Even at institutions without masking or social distancing requirements, campus life has not returned to normal. Anxiety, loneliness, depression and a sense of disconnection remain widespread. Community building, in other words, is more important than ever.

Social engagement, I suspect, is as valuable a contributor to students’ mental health and well-being as psychological counseling.

My answer: small-group activities. Examples include freshman interest groups, thematically focused learning communities and cohort programs, makerspaces, expanded research and intramural athletic opportunities, wellness activities, and regular check-ins in dormitories. Those small group activities should also include organized outdoors and off-campus excursions, whether faculty-student lunches or visits to a museum, a performance venue or activities in nature itself.

COVID has been a catalyst for campus transformation, disrupting standard operations; intensifying pre-existing demographic, enrollment and financial challenges; and accelerating a host of innovations in instructional and service delivery.

I think it would be a grave mistake to view the emerging post-pandemic new normal as a glass half-empty. The old ways of doing business had great value, but let’s imagine a more connected and more flexible campus.

At that next-generation institution, the boundaries between the online and the on campus and the face-to-face and the virtual will blur. Lower-density interactions will become more commonplace. We will do more to connect every student to a faculty mentor, a cohort, an adviser and support services, both in person and digitally.
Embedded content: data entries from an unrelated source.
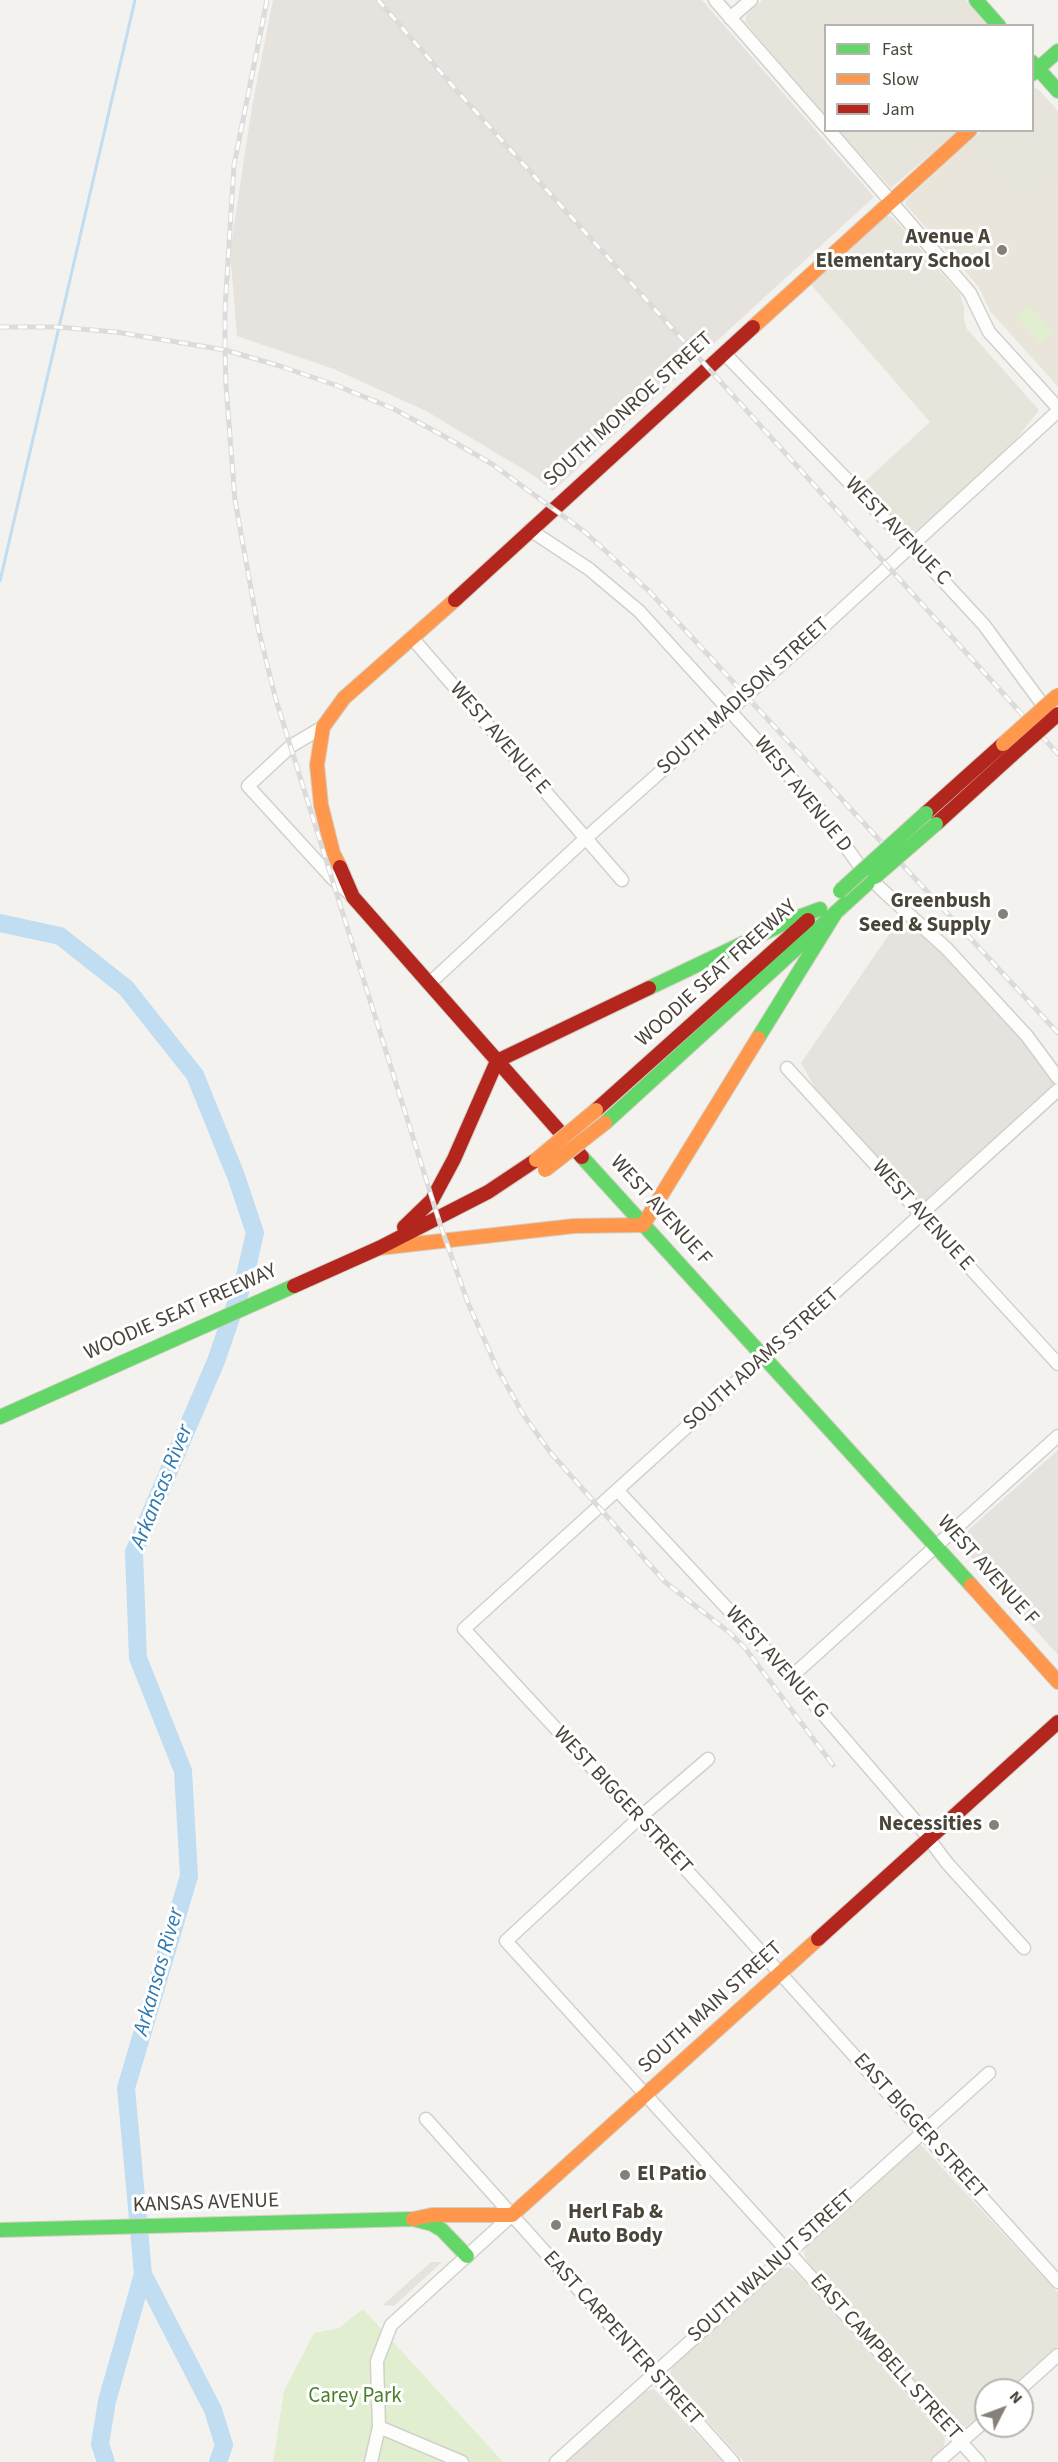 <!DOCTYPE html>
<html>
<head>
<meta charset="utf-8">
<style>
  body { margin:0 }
  #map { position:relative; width:1058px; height:2462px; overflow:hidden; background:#f4f2ee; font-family:"Source Sans 3",sans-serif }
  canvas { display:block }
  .legend { position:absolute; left:824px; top:24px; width:210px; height:108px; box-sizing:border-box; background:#fff; border:2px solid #b7b4b0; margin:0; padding:8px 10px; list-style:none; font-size:18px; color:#4b4439 }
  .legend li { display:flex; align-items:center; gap:12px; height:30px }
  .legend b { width:30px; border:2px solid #b7b4b0 }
  .north { position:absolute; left:974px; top:2378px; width:60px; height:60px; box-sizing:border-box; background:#fff; border:2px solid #b7b4b0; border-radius:50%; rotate:48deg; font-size:16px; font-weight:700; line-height:24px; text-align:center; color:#4b4439 }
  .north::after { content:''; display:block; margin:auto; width:21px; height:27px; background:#868178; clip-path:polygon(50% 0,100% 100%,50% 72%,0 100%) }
</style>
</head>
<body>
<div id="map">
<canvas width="1058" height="2462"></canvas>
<ul class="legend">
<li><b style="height:8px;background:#63d668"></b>Fast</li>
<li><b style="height:8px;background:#ff974d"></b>Slow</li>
<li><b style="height:8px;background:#b3261e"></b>Jam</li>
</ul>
<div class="north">N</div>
</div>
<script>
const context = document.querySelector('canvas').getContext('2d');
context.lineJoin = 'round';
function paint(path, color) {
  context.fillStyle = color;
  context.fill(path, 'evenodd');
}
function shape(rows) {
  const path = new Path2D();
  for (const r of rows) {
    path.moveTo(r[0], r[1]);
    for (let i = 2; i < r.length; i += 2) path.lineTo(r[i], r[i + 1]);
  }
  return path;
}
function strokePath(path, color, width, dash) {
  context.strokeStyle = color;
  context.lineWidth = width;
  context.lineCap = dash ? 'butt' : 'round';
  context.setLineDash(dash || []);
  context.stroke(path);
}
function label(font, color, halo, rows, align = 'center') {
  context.font = font + ' "Source Sans 3",sans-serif';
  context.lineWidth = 6;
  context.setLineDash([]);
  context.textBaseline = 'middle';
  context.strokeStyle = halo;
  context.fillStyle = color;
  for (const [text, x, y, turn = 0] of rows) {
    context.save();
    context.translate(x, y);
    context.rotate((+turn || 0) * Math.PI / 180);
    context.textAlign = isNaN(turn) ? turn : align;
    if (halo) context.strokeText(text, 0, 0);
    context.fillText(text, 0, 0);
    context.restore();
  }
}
const residential = shape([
  [762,0,966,0,989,25,826,26,825,115,745,22,747,14],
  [1033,87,1038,89,1058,111,1058,178,1019,213,962,148,982,131,1032,130],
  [839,131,958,131,891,188],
  [886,215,892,217,960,294,964,306,964,320,967,329,1039,410,1011,446,956,498,916,531,908,531,904,528,861,485,930,422,807,280],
  [921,2145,1058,2293,1058,2346,1010,2390,986,2390,986,2412,965,2427,956,2426,807,2262,804,2254,806,2243,917,2146],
  [788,2267,796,2272,943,2435,945,2439,944,2447,929,2462,744,2462,668,2377,674,2364,779,2270],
  [654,2389,723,2462,566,2462,643,2392]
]);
const industrial = shape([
  [273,0,702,0,874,197,553,491,533,475,426,411,334,369,237,336,230,252,252,107],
  [903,914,937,944,1014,1029,1057,1082,920,1206,819,1095,801,1063],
  [1058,1450,1058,1655,956,1541]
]);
const education = shape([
  [962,148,1019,213,1058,178,1058,387,990,311,978,286,905,204,907,199]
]);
const green = shape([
  [1029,305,1053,331,1040,343,1016,317],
  [363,2309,503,2462,273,2462,284,2391,314,2333,339,2328]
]);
const parking = shape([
  [431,2262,442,2262,394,2306,383,2305]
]);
const stream = shape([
  [0,581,135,0]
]);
const river = shape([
  [0,923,60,936,126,988,195,1075,236,1176,255,1233,244,1280,216,1361,134,1552,138,1658,183,1771,189,1876,126,2088,143,2274,213,2410,224,2445,218,2462],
  [106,2462,100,2444,107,2401,143,2274]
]);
const street = shape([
  [715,0,826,127],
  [730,18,751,0],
  [829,130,970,293,989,332,1058,408],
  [724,353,911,546,984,625,1048,712],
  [530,530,589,569,639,611,819,809,859,865,880,888,947,949,1027,1036,1058,1078],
  [413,639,622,880],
  [323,727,291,746,248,786,332,878,350,894],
  [431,982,585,839,812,637,1058,411],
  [787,1068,1058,1364],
  [1058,1090,464,1629,715,1901,1058,2282],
  [618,1491,791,1677,917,1823,947,1863,1024,1948],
  [791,1677,1058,1436],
  [708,1759,638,1819,506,1941,979,2462],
  [426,2119,733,2462],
  [1019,2390,1058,2355],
  [379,2427,462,2462],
  [371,2462,379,2427,377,2361,391,2325,512,2215],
  [556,2462,989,2073],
  [938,2462,986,2420]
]);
const fast = shape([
  [976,0,999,26],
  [1032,62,1058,91],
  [1032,74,1058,51],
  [649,988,796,918,820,909],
  [758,1038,836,912],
  [605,1123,868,883],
  [582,1157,971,1585],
  [0,1417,294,1286],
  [0,2230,413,2219,432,2224,442,2230,467,2256]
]);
const slow = shape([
  [753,327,970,130],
  [340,867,333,853,321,805,317,765,323,727,344,698,455,600],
  [379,1248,574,1226,643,1225,758,1038],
  [971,1585,1058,1682],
  [413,2219,432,2215,512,2215,818,1939]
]);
const jam = shape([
  [455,600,753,327],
  [926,813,1003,744],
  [936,824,1012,755],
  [340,867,353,897,582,1157],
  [596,1110,808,920],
  [404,1227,432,1200,454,1159,497,1061,649,988],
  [294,1286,379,1248,488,1192,536,1160],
  [818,1939,1058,1722]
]);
const rail = shape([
  [267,0,234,165,225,309,225,350,226,386,235,500,258,628,276,700,441,1227,468,1303,497,1368,523,1414,550,1452,665,1582,730,1633,745,1648,833,1765],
  [378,0,458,92,1058,754],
  [0,327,57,327,116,332,225,350,280,366,338,386,394,409,442,435,492,464,585,532,649,591,1058,1033]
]);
const fastBridge = shape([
  [875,877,936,824],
  [840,891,926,813]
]);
const slowBridge = shape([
  [1003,744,1058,695],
  [536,1160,596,1110],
  [545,1170,605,1123]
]);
const jamBridge = shape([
  [1012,755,1058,714]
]);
const markers = [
  [1002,250,6,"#868178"],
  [1003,914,6,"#868178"],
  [994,1825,6,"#868178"],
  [625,2175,6,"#868178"],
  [556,2225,6,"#868178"]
];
const poiNames = [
  ["Avenue A",990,238],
  ["Elementary School",990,262],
  ["Greenbush",991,902],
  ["Seed & Supply",991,926],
  ["Necessities",982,1825],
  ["El Patio",637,2175,"left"],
  ["Herl Fab &",568,2213,"left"],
  ["Auto Body",568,2237,"left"]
];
const streetNames = [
  ["SOUTH MONROE STREET",629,410,-42],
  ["WEST AVENUE C",897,532,46],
  ["SOUTH MADISON STREET",744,697,-42],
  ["WEST AVENUE E",499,739,49],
  ["WEST AVENUE D",802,795,51],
  ["WOODIE SEAT FREEWAY",717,974,-42],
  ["WEST AVENUE F",660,1211,48],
  ["WEST AVENUE E",922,1216,48],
  ["WOODIE SEAT FREEWAY",181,1313,-24],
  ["SOUTH ADAMS STREET",762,1360,-42],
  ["WEST AVENUE F",987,1571,48],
  ["WEST AVENUE G",776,1663,48],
  ["WEST BIGGER STREET",622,1801,47],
  ["SOUTH MAIN STREET",711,2008,-42],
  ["EAST BIGGER STREET",919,2127,48],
  ["KANSAS AVENUE",206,2204,-2],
  ["SOUTH WALNUT STREET",772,2267,-42],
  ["EAST CARPENTER STREET",622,2339,48],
  ["EAST CAMPBELL STREET",885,2358,48]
];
const parkNames = [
  ["Carey Park",355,2397]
];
const waterNames = [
  ["Arkansas River",163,1487,-68],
  ["Arkansas River",160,1972,-74]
];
paint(residential, '#e7e4dc');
paint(industrial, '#e6e2de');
paint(education, '#eae5da');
paint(green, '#e1eecf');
paint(parking, '#e6e3df');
strokePath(stream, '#c0ddf1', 3);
strokePath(river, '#c0ddf1', 18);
strokePath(street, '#d2d0cb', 15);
strokePath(fast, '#d3cfc5', 16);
strokePath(slow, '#d3cfc5', 16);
strokePath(jam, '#d3cfc5', 16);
strokePath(street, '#fdfdfc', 12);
strokePath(fast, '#63d668', 14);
strokePath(slow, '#ff974d', 14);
strokePath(jam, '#b3261e', 14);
strokePath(rail, '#dbdbda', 5);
strokePath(rail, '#fff', 3, [9]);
strokePath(fastBridge, '#d6cebb', 16, []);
strokePath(slowBridge, '#d6cebb', 16, []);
strokePath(jamBridge, '#d6cebb', 16, []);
strokePath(fastBridge, '#63d668', 14);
strokePath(slowBridge, '#ff974d', 14);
strokePath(jamBridge, '#b3261e', 14);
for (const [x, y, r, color] of markers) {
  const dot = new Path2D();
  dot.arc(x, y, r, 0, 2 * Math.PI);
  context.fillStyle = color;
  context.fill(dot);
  strokePath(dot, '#fff', 2);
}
label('bold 21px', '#4b4439', '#fff', poiNames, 'right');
label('21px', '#4b4439', '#fff', streetNames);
label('21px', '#4a7f2a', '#fff', parkNames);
label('italic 22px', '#2e7ab2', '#fff', waterNames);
</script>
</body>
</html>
Students’ mental health and well-being will be higher institutional priorities.

I’d also urge campuses to establish a new kind of “course”: a scaled interdisciplinary community of inquiry to examine a targeted campus, local or regional, national or global issue, which should certainly include breakout sessions and should also propose next steps.

We know what to do: reconsider the status quo. Emphasize engagement. Cultivate community. Remove barriers. Build personal connections. Prioritize flexibility. Stay nimble.

Just do it.

Steven Mintz is professor of history at the University of Texas at Austin.